▶ **DATA RECORDS**
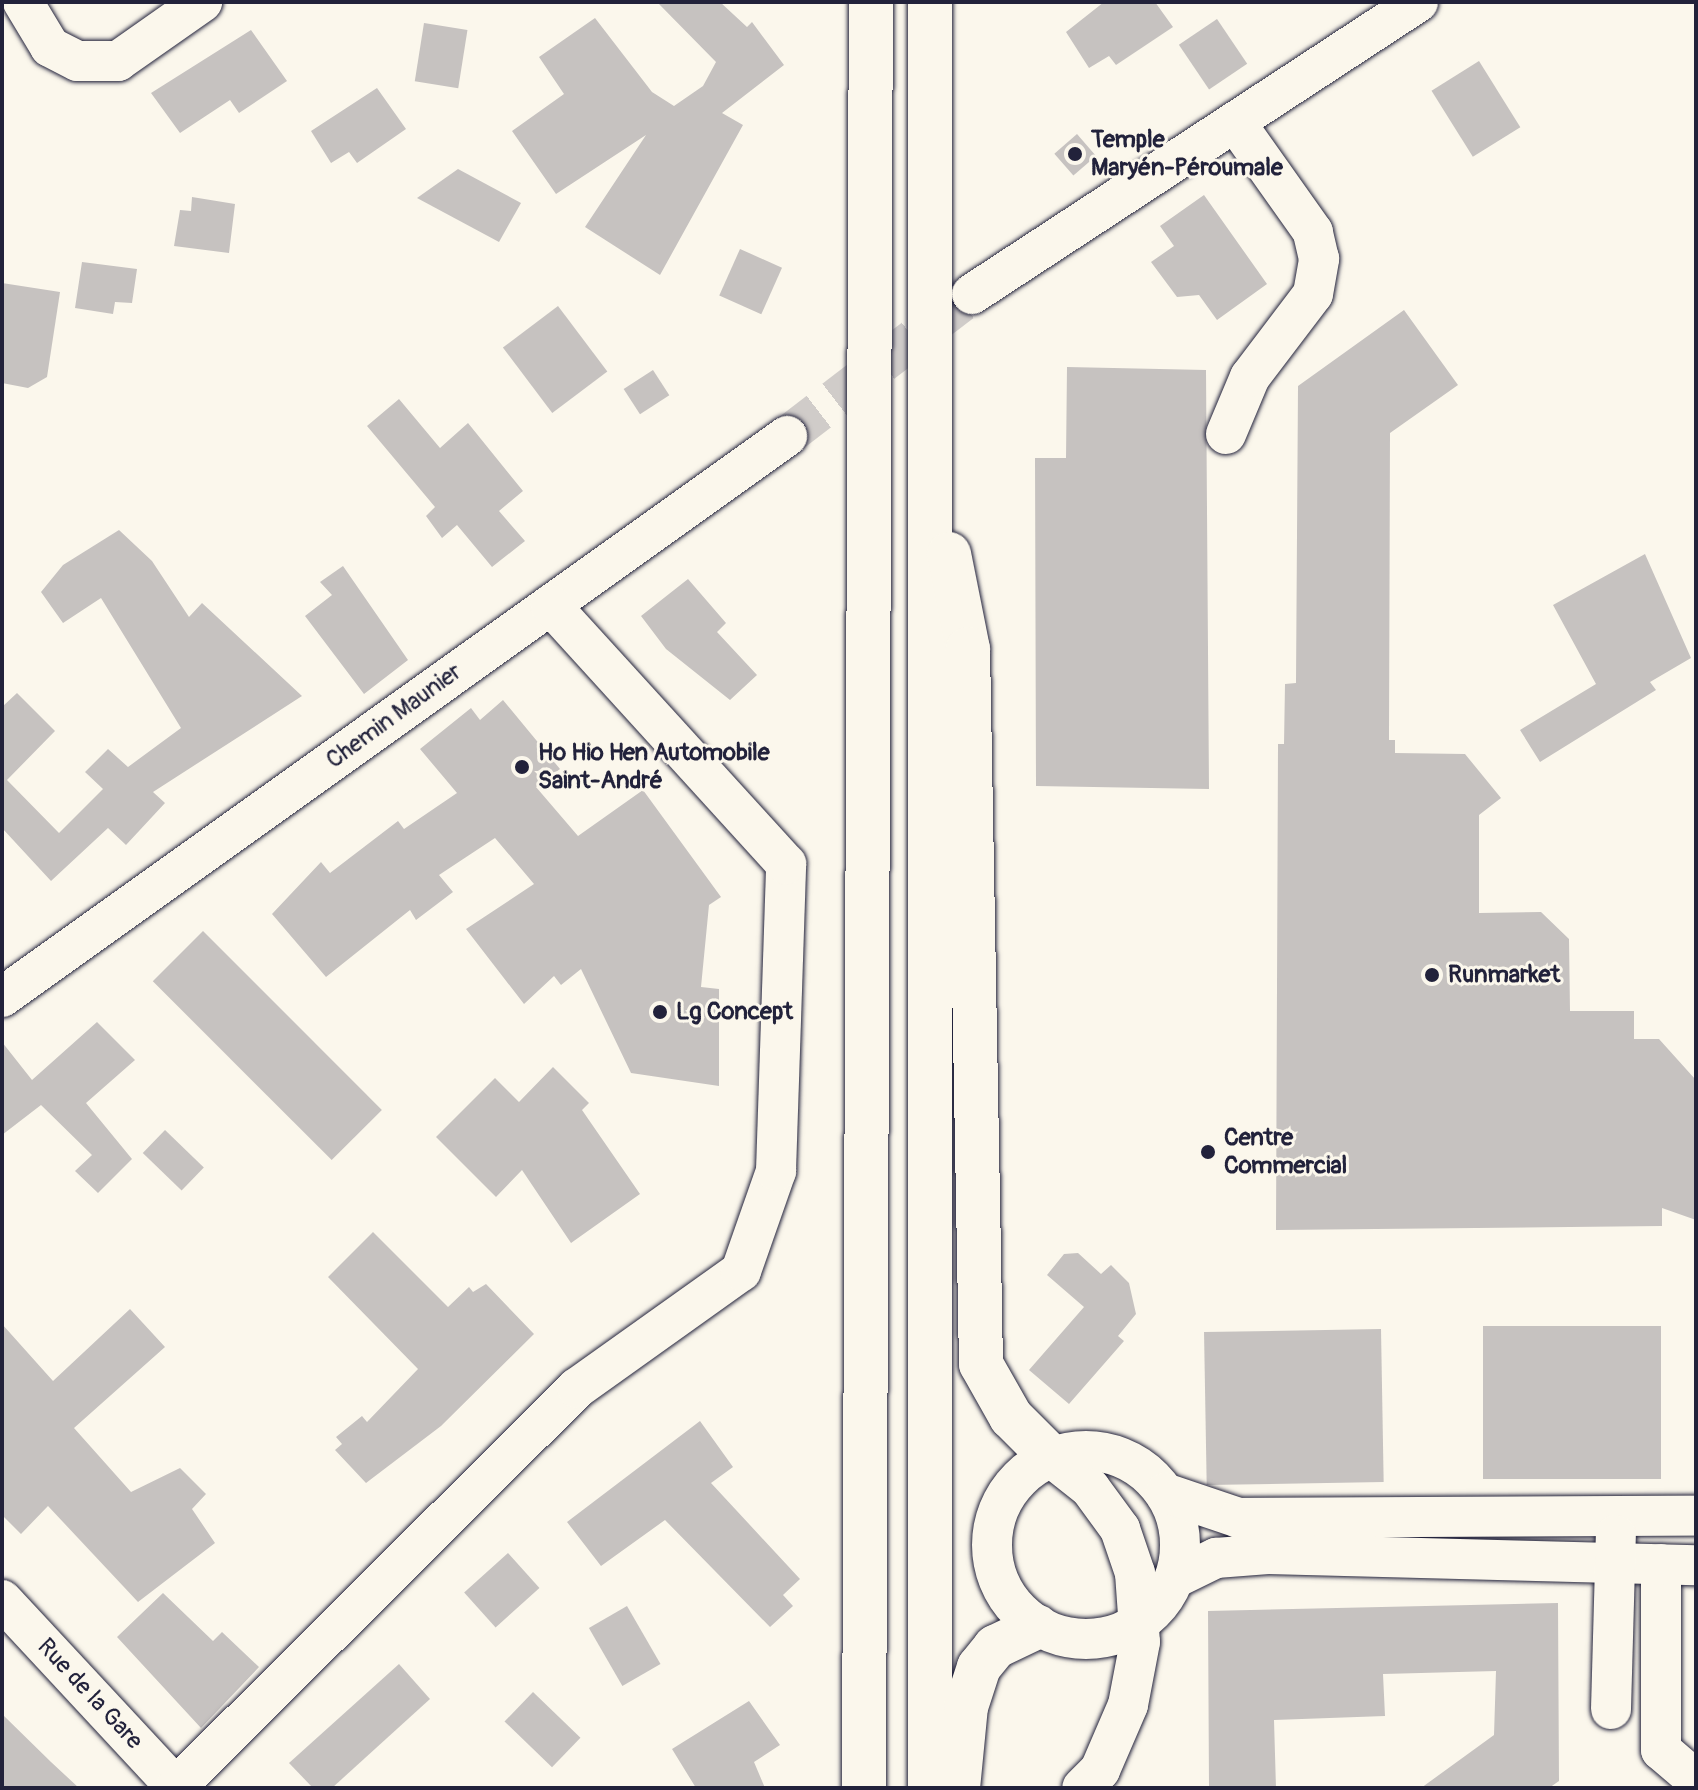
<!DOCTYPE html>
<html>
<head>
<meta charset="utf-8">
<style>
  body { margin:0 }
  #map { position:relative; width:1698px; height:1790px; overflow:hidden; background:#fbf7ec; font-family:Pangolin,sans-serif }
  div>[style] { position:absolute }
  .building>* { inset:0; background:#c6c2c0; transform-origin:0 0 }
  .minor-tunnel>* { height:40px; margin-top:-20px; transform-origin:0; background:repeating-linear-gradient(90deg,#d0ccc9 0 40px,transparent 0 60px) }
  .roads { filter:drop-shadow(0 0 2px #22223b) drop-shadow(0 0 2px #22223b) }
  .minor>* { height:40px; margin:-20px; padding:0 20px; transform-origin:20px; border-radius:20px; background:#fbf7ec }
  .minor>.ring { margin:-20px; padding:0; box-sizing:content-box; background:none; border:40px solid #fbf7ec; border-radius:50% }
  .highway>* { height:44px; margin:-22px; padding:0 22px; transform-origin:22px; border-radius:22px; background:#fbf7ec }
  .dots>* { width:22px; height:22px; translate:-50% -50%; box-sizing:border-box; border:4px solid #fbf7ec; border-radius:50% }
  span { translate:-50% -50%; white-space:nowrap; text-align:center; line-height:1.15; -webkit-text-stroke:6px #fbf7ec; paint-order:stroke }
  .poi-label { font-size:24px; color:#22223b; font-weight:700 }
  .left { translate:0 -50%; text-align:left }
  .street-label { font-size:24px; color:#22223b }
  .frame { position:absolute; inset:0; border:4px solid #22223b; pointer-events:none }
</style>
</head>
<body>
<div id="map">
  <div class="building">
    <i style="clip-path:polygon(657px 2px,720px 2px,747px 27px,752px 22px,784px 65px,722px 113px,743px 125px,660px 275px,585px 227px,646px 135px,556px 194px,512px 131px,564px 94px,539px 57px,595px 18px,652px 92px,674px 106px,703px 86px,716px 62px)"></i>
    <i style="clip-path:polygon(1104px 2px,1155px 2px,1173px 27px,1116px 65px,1109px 56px,1089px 68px,1066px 32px)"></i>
    <i style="left:1217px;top:19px;width:54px;height:46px;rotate:56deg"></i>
    <i style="left:424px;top:23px;width:44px;height:59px;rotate:9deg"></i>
    <i style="clip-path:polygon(251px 30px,287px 81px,239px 113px,230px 100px,180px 133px,151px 93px)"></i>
    <i style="left:1479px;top:61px;width:78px;height:56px;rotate:58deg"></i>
    <i style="clip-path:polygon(377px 88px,406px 129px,357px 163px,349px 152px,331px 163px,311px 131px)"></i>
    <i style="left:1077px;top:134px;width:29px;height:30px;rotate:49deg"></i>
    <i style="clip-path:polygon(458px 169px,521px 203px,499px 242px,417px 198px)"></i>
    <i style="clip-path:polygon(1204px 195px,1267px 284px,1217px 320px,1199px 295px,1177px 297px,1151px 262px,1174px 246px,1160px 226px)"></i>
    <i style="clip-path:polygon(192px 197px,235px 204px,229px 253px,174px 246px,180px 210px,191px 211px)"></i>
    <i style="left:740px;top:249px;width:46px;height:51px;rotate:24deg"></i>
    <i style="clip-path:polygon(82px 262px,137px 269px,132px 303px,115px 302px,113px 314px,75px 308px)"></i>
    <i style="clip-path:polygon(2px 283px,60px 292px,47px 377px,28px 388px,2px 383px)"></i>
    <i style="left:558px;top:306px;width:82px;height:69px;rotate:53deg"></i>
    <i style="clip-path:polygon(1404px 310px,1458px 385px,1390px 433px,1389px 740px,1395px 740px,1395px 753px,1465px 754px,1501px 798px,1479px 815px,1479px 913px,1541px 912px,1569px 939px,1570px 1011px,1634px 1011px,1634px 1039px,1659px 1039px,1695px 1079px,1696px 1220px,1662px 1208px,1662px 1226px,1276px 1230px,1278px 744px,1284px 744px,1285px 684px,1296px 683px,1298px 386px)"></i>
    <i style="clip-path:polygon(1067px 367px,1206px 370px,1209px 789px,1036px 786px,1035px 458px,1066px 458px)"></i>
    <i style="left:653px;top:370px;width:30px;height:35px;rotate:57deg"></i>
    <i style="clip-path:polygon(399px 399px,440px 448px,468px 423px,523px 491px,499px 511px,525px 541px,492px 567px,457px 525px,442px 538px,426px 516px,435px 507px,367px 426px)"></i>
    <i style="clip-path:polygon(119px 530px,152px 561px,189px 617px,202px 603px,302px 696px,153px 792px,165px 803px,126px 845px,108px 828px,51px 881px,2px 828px,2px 707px,17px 693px,55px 731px,7px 780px,59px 833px,103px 789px,85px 772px,108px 749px,128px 767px,181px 728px,101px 598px,63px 623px,41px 592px,63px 565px)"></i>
    <i style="clip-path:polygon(1645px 554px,1691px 658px,1650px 682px,1656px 690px,1540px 762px,1520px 730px,1596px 684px,1553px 605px)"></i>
    <i style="clip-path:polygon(343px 566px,408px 660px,364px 694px,305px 616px,332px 595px,320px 582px)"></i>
    <i style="clip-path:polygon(688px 579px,726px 623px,717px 632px,757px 675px,730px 700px,666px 649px,641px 616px)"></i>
    <i style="clip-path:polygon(503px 700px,560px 769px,536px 787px,578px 836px,643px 790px,721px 897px,709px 905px,701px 987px,719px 989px,719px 1086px,631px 1073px,581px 969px,561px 985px,554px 976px,524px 1004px,466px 929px,534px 884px,495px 838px,439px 875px,453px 892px,416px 920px,410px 910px,326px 977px,272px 914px,321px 862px,330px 873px,398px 821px,404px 829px,457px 793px,420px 749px,471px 708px,480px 720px)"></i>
    <i style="left:203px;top:931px;width:253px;height:71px;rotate:45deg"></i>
    <i style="clip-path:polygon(97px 1022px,135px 1060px,86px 1103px,132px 1159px,98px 1193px,75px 1171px,92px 1155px,41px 1105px,2px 1135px,2px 1042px,32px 1080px)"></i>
    <i style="clip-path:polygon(553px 1067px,589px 1103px,582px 1110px,640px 1194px,571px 1243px,522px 1170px,496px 1197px,436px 1137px,495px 1078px,519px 1102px)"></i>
    <i style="left:165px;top:1130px;width:54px;height:32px;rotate:44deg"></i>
    <i style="clip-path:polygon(373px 1232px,448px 1307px,469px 1287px,473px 1292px,486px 1284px,534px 1334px,441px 1426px,366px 1483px,335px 1450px,342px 1444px,336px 1437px,362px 1416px,367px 1422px,418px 1369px,328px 1277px)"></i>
    <i style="clip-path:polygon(1078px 1253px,1101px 1274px,1111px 1265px,1129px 1283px,1136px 1314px,1118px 1336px,1124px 1341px,1069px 1404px,1029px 1370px,1084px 1307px,1047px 1275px,1064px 1254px)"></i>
    <i style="clip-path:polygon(130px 1309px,165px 1347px,74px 1428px,131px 1492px,180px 1468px,206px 1494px,192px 1509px,215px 1543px,138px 1602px,48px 1506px,21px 1534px,2px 1515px,2px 1324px,53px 1381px)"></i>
    <i style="left:1483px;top:1326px;width:178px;height:153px"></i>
    <i style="left:1381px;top:1329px;width:153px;height:177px;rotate:89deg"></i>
    <i style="clip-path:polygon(700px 1421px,733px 1467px,711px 1483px,800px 1579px,783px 1595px,793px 1606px,770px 1627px,665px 1520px,601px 1566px,567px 1522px)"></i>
    <i style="left:508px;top:1553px;width:47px;height:59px;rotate:48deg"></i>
    <i style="clip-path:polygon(163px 1593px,213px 1641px,222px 1632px,259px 1667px,201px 1728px,117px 1637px)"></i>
    <i style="clip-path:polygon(1558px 1603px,1559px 1781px,1549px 1788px,1421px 1788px,1494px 1735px,1496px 1671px,1383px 1674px,1385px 1716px,1274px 1720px,1276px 1788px,1209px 1788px,1208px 1611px)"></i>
    <i style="left:627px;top:1606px;width:67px;height:44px;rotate:60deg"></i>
    <i style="clip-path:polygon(399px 1664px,430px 1699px,332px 1788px,313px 1788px,289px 1763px)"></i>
    <i style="left:533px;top:1692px;width:66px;height:41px;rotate:44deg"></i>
    <i style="clip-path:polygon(749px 1701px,780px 1745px,754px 1762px,765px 1788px,696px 1788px,672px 1749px)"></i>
    <i style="clip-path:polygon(2px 1714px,51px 1762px,79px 1788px,2px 1788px)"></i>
  </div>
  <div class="minor-tunnel">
    <i style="left:787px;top:436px;width:233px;rotate:-37.5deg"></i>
  </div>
  <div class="roads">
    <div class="minor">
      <i style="left:23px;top:2px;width:52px;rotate:59deg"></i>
      <i style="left:50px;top:47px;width:31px;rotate:27deg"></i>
      <i style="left:78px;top:61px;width:40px"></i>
      <i style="left:118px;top:61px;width:103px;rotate:-35.1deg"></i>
      <i style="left:972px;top:294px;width:533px;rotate:-33.21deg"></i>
      <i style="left:1226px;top:434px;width:62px;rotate:-67.2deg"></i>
      <i style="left:1250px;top:377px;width:104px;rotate:-52.8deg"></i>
      <i style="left:1313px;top:294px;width:36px;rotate:-80deg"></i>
      <i style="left:1319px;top:259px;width:28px;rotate:-103deg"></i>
      <i style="left:1313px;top:232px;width:135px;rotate:-125.3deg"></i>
      <i style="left:2px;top:997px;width:965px;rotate:-35.55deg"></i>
      <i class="ring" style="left:992px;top:1451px;width:148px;height:148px"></i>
      <i style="left:1051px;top:1457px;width:50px;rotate:38.5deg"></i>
      <i style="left:1090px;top:1488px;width:51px;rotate:53.8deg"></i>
      <i style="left:1120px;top:1529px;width:46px;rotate:71.2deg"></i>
      <i style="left:1135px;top:1573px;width:69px;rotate:85.9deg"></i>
      <i style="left:1140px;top:1642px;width:64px;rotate:100.8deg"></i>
      <i style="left:1128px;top:1705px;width:71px;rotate:113.3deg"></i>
      <i style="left:1100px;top:1770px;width:25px;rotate:135deg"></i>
      <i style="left:1165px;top:1493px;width:78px;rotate:18.7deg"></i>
      <i style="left:1239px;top:1518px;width:457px;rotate:-0.3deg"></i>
      <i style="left:1661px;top:1564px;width:186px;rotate:90deg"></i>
      <i style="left:1661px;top:1750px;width:46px;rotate:40.6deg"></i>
      <i style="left:1175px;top:1578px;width:46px;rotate:-26deg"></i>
      <i style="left:1216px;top:1558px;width:52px;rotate:-4.4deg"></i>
      <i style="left:1268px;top:1554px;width:428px;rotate:1.5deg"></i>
      <i style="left:2px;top:1600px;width:257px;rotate:47.1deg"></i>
      <i style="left:1611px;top:1709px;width:174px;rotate:-88.4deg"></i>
      <i style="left:176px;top:1787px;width:566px;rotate:-44.86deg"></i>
      <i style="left:577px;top:1388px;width:201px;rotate:-35.5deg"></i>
      <i style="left:741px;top:1271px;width:106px;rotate:-70.7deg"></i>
      <i style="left:776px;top:1171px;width:307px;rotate:-88.1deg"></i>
      <i style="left:786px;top:864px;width:350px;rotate:-132.3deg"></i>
    </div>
    <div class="highway">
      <i style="left:930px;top:2px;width:1786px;rotate:90deg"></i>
      <i style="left:949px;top:554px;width:97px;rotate:78.7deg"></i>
      <i style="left:968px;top:649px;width:715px;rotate:88.96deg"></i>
      <i style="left:981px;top:1364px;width:61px;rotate:60.5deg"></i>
      <i style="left:1011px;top:1417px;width:57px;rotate:45deg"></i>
      <i style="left:864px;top:1788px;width:1786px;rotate:-89.78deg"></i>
      <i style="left:958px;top:1788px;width:81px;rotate:-84.4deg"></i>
      <i style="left:966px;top:1707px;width:42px;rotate:-72deg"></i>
      <i style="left:979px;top:1667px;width:26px;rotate:-51deg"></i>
      <i style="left:995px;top:1647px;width:47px;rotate:-25.5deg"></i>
    </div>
  </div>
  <div class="dots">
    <i style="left:1075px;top:154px;background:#22223b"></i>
    <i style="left:522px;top:767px;background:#22223b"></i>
    <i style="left:1432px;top:975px;background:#22223b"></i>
    <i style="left:660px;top:1012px;background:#22223b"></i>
    <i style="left:1208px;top:1152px;background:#22223b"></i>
  </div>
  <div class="poi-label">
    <span class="left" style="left:1091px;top:154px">Temple<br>Maryén-Péroumale</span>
    <span class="left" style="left:538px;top:767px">Ho Hio Hen Automobile<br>Saint-André</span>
    <span class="left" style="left:1448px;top:975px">Runmarket</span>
    <span class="left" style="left:676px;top:1012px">Lg Concept</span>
    <span class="left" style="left:1224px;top:1152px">Centre<br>Commercial</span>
  </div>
  <div class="street-label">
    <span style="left:394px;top:716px;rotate:-36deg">Chemin Maunier</span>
    <span style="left:90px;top:1694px;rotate:47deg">Rue de la Gare</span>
  </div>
  <div class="frame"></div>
</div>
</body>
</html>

▶ **EXERCISE**
Your answer should be the lines of the listing above between the line holding "height:40px; margin:-20px; padding:0" and the line holding "font-size:24px; color:#22223b; font-weight:700", inclusive, restated word for word and alone.

▶ **EXERCISE SOLUTION**
  .minor>* { height:40px; margin:-20px; padding:0 20px; transform-origin:20px; border-radius:20px; background:#fbf7ec }
  .minor>.ring { margin:-20px; padding:0; box-sizing:content-box; background:none; border:40px solid #fbf7ec; border-radius:50% }
  .highway>* { height:44px; margin:-22px; padding:0 22px; transform-origin:22px; border-radius:22px; background:#fbf7ec }
  .dots>* { width:22px; height:22px; translate:-50% -50%; box-sizing:border-box; border:4px solid #fbf7ec; border-radius:50% }
  span { translate:-50% -50%; white-space:nowrap; text-align:center; line-height:1.15; -webkit-text-stroke:6px #fbf7ec; paint-order:stroke }
  .poi-label { font-size:24px; color:#22223b; font-weight:700 }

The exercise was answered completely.